Input-Vortrag Nummer 1 widmet sich Künstlerischem. Marta Kwiatkowski Schenk, die ihr Geld im Trendforschungsinstitut GDI verdient, kuratiert ohne Entlöhnung das Bernee Projekt «Go West». Mit Interventionen wird der öffentliche Raum («sollte ein Raum für alle sein») der Parkanlage Brünnengut in Bern-Bümpliz bespielt, mit, wie die Referentin sagt, «eher ephemeren Projekten», als wechselnden künstlerischen Interventionen, «Flüchtigem». Ziel war und ist, «ein chaotisch wirkendes Quartierbild mit Kunstinterventionen kulturell zu beleben». Konkret etwa mit ausgewechselten Parkband-Wappen oder Düfte-Gewächshäusern. Demnächst ist das Projekt («Über)Realität» an der Reihe, bei dem das Luzerner Künstlergespann Wittmer&König mit einer Bauvisier-Arbeit an der Berner Kunsthalle zum Zug kommt. Attila Wittmer, im Publikum, erklärt kurz die aktuelle Intervention just über den Köpfen der Forum-Teilnehmer: Auf dem Neubad-Dach sind Wittmer&König bereits aktiv geworden mit einer sogenannten Bauvisier-Arbeit (auch bekannt als Baugespann-Stangen; hier im Sinne von künstlerischem «Fake»). Wittmer erklärt zum gedanklichen Hintergrund, dass das Neubad in Sachen Zwischennutzung einen «Leuchtturm» darstellt (das Projekt entstand im Rahmen von «FKK – Frische Kunst und Kultur im Neubad»).
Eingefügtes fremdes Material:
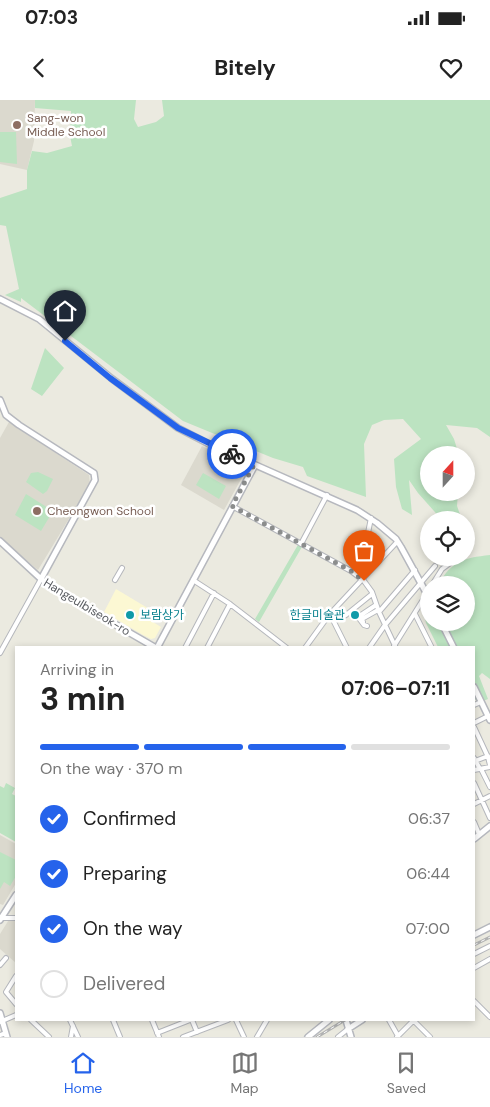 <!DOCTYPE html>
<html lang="en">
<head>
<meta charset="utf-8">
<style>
  :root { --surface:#fff; --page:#f6f6f6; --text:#222; --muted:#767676; --line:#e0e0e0; --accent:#2563eb }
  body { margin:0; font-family:"DM Sans","Noto Sans KR",sans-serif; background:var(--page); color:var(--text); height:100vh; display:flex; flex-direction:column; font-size:19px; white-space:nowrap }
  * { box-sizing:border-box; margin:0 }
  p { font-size:16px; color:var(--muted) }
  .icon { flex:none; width:28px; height:28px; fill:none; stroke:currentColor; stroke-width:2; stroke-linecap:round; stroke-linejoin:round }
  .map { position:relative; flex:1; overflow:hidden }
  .drawer { position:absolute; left:15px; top:546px; width:460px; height:375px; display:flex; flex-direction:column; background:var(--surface); border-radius:0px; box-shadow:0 2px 8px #0003 }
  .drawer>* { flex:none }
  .needle { width:32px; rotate:21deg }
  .controls { position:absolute; left:420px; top:346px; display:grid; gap:10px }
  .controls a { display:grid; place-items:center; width:55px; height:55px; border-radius:50%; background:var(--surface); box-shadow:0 2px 8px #0003; font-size:25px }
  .pin { position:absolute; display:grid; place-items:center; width:42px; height:42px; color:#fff; margin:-51px -21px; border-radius:50% 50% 50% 0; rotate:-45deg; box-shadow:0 0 5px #0007 }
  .pin .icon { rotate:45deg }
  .courier { position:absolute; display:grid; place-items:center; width:50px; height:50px; margin:-25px; border:4px solid #2563eb; border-radius:50%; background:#fff; color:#222; box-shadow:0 1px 6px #0007 }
  .head em { font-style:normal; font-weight:700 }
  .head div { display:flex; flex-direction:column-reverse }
  .head { display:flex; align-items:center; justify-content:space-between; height:85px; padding:0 25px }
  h1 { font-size:32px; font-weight:700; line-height:38px }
  .bar { display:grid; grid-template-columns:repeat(4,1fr); gap:8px 5px; align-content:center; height:60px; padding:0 25px }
  .bar i { height:6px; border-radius:4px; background:var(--line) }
  .bar .on { background:var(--accent) }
  .bar p { grid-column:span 4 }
  ol { padding:0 25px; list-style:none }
  li { display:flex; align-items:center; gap:15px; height:55px }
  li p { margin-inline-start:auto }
  li .icon { padding:5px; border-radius:50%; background:var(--accent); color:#fff; stroke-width:4 }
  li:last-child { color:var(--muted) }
  li i { width:28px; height:28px; border:2px solid var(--line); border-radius:50% }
  .status { display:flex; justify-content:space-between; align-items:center; height:35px; padding:0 25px; background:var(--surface); direction:ltr }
  .status svg { height:14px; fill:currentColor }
  header { display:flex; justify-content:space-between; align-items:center; height:65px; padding:0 25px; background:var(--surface); font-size:22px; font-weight:700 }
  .menu { display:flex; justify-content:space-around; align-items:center; height:70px; border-top:1px solid var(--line); background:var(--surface); font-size:14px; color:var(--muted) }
  .menu a { display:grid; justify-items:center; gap:2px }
  .menu .on { color:var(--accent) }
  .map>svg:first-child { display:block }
</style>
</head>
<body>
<div class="status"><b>07:03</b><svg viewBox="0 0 49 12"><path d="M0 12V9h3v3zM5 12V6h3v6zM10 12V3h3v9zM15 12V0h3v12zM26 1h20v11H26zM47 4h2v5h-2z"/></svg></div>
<header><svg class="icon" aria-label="back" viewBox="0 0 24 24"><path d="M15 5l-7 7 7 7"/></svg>Bitely<svg class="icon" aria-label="heart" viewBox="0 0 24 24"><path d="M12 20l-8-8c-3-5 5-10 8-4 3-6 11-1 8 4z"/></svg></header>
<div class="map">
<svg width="490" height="937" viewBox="0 0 490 937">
  <rect width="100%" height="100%" fill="#ebeae0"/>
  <!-- commercial -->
  <path fill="#fcf8d3" d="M116,489L156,513L153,522L161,527L155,538L151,539L143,535L104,512Z"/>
  <!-- education -->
  <path fill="#dbd9ce" d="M0,0H35L34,41L27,70L0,64Z
    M9,322L89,375L90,384L38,470L0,438V338Z
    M202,346L243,365L245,372L224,410L181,385Z
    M0,735L16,744V783L3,805L0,804Z
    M10,818H16V863L0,849V834Z"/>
  <!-- green -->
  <path fill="#bce3c1" d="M35,0H136L134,19L138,27L156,22L164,16L162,0H490V337L477,328L446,325L454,339L459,355H429V392L458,393L457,406L462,420H442L418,393L409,380L412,415L402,409L396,387L394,359L421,339L403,319L384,320L372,325L364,344L366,397L307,376L303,367L273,358L183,321L21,198V202L5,195L19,189L6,126L0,125V98L27,89V70L32,51L47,53L72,46L70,36L71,11L35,8Z
    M0,32H16L17,64L0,62Z
    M45,248L64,268L42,296L31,289Z
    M38,372L53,379L47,391L43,394L26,382L31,373Z
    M203,373L226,386L219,399L196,385Z
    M26,394L53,411L41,431L15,415Z
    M299,443L303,445L259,522L255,519Z
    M490,455V579L482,573L479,576L488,599L481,602L474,599V548L438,547L426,523L423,510L429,500V522H466V485H438C452,461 463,458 490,455Z
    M6,683L15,688L12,694L16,696V742L0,733V686L4,688Z
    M0,752L16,760V776L10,786L4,782L0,789Z"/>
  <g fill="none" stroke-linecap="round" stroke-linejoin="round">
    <!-- street casing -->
    <g stroke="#b5b7bc" stroke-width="6">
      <path id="street" d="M232,406L351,471L364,481L372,492L379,512L396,548
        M301,444L327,395
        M466,449L471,442
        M359,477L371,418
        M115,480L122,468
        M193,480L230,504L287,548
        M432,485L442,469L457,458
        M379,512L415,470
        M330,514L347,548
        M415,514L432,548
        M334,521L346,515L372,494
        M363,522L362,519L378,510
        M367,526L364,525L358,517L376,505
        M394,546L429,490
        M185,548L214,493
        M207,548L230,504
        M305,548L329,515L397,442
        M369,548L385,525L435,466
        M0,553L41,479
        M474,605L481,602
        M474,623L488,616
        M474,627L488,657L490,665
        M474,658L480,669
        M475,661L488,656
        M481,669L490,687
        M474,670L490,667
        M474,683L490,718
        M474,704L490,696
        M474,722L479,734
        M2,818H16
        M474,854L490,846
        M0,865L6,858
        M474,868L490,859
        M16,876L6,892L16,904
        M474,901L490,917
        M31,920L49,937
        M70,920L78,937
        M113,920L120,937
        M152,920L159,937
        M192,920L197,932
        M236,920L244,937
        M389,920L398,936
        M413,920L430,937
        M0,922L16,915
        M157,933L190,920
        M0,935L6,933
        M71,937L73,926
        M183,937L228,920
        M257,937L267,920
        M338,937L348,929
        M397,937L414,920"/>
    </g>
    <!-- secondary casing -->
    <g stroke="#b6b8be" stroke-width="8">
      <path id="secondary" d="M0,199L39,219L111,278L178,328L215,347L357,410L377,423L396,439L401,447L429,498
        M0,300L6,315L19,325L94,373L95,380L41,479
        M0,441L41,479L66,496L156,548
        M441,522L454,548
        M157,548L255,365
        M474,587L490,620
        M474,739L490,726
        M0,820L16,795
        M474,835L490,827
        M0,913L7,937
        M346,920L351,937
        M348,929L362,920
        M308,937L329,920"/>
    </g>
    <!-- street -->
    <use href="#street" stroke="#fff" stroke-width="4"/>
    <!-- secondary -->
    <use href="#secondary" stroke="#fff" stroke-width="5"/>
    <!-- rail casing -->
    <g stroke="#b1b2b2" stroke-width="3">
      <path id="rail" d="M474,845L490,837
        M317,937L345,920"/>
    </g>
    <!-- rail -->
    <use href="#rail" stroke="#fff" stroke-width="1" stroke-dasharray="4" stroke-linecap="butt"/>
  </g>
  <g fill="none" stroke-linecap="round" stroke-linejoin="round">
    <!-- done -->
    <path stroke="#8b8d8d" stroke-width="5" stroke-dasharray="0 9" d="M232,354L254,365L232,406L351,471L364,481"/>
    <!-- route -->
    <path stroke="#2563eb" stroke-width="6" d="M65,241L110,278L178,328L232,354"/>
  </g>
  <!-- markers -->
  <g fill="#8d6e63" stroke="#fff" stroke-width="2">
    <circle cx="17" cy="25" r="5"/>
    <circle cx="37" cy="411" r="5"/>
  </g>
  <g fill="#0f9aa8" stroke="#fff" stroke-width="2">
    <circle cx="130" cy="515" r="5"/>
    <circle cx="355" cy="515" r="5"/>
  </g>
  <g text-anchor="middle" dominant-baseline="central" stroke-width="5" stroke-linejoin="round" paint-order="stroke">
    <!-- education labels -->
    <g font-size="12" fill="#785e54" stroke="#fff" text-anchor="start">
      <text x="27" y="18">Sang-won<tspan x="27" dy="14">Middle School</tspan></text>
      <text x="47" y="411">Cheongwon School</text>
    </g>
    <!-- street labels -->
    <g font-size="12" fill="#585b60" stroke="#fff">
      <text transform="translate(87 507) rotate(31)">Hangeulbiseok-ro</text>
    </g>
    <!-- culture labels -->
    <g font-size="12" fill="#0d838f" stroke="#fff" text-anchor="start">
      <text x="140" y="515">보람상가</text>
      <text x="345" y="515" text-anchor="end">한글미술관</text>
    </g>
  </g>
</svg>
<div class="controls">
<a><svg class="needle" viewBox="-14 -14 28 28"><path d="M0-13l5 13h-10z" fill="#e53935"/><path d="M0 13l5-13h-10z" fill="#767676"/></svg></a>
<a><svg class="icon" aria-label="locate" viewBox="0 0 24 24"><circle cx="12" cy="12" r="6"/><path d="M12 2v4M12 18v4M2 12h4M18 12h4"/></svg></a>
<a><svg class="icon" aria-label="layers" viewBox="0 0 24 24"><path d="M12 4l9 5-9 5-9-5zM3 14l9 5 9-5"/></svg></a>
</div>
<div class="pin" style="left:364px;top:481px;background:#ea580c"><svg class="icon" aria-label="bag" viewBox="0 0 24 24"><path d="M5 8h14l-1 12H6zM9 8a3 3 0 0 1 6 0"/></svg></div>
<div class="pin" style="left:65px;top:241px;background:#1f2937"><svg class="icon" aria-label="home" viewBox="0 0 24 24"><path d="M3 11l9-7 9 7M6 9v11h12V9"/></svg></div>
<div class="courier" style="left:232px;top:354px"><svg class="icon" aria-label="bike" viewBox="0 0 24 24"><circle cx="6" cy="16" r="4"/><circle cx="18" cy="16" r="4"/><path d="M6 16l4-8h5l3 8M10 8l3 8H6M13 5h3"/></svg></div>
<section class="drawer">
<div class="head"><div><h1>3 min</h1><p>Arriving in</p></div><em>07:06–07:11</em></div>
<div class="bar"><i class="on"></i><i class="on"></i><i class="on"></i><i></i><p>On the way · 370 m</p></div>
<ol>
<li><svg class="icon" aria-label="check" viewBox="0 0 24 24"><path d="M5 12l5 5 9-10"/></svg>Confirmed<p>06:37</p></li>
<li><svg class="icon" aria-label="check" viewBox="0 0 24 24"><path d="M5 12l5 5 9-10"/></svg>Preparing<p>06:44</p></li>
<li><svg class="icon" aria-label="check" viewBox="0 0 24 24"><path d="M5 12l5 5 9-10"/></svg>On the way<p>07:00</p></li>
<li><i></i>Delivered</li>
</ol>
</section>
</div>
<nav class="menu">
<a class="on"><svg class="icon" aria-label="home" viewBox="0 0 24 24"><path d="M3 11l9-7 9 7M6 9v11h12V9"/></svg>Home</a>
<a><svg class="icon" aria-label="map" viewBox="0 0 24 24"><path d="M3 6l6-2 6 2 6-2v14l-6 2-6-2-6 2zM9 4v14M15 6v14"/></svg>Map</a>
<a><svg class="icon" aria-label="saved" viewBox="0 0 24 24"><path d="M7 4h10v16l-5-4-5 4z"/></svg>Saved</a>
</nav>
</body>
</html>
In Bern wird mit äusserst bescheidenen Budgets operiert. Ein Stein des Anstosses, nicht nur, dass gratis kuratorische Arbeit geleistet wird, auch die Honorare für die ausführenden Kunstschaffenden könnten angemessen sind und zum Beispiel nicht gleich für Material-/Produktionskosten verwendet werden. Ich notiere mir: «Kunst muss kosten können.»

Der Basler Geograf Matthias Bürgin vom Büro metis gibt eine umsichtige Einführung in ein komplexes Thema, das eben «Zwischennutzung» heisst. Hier erfährt man Zusammenhänge, Definitionen, Übersichten, Zahlen. Ein unbedingt lohnenswertes ausführliches Dossier zur Sache findet sich hier.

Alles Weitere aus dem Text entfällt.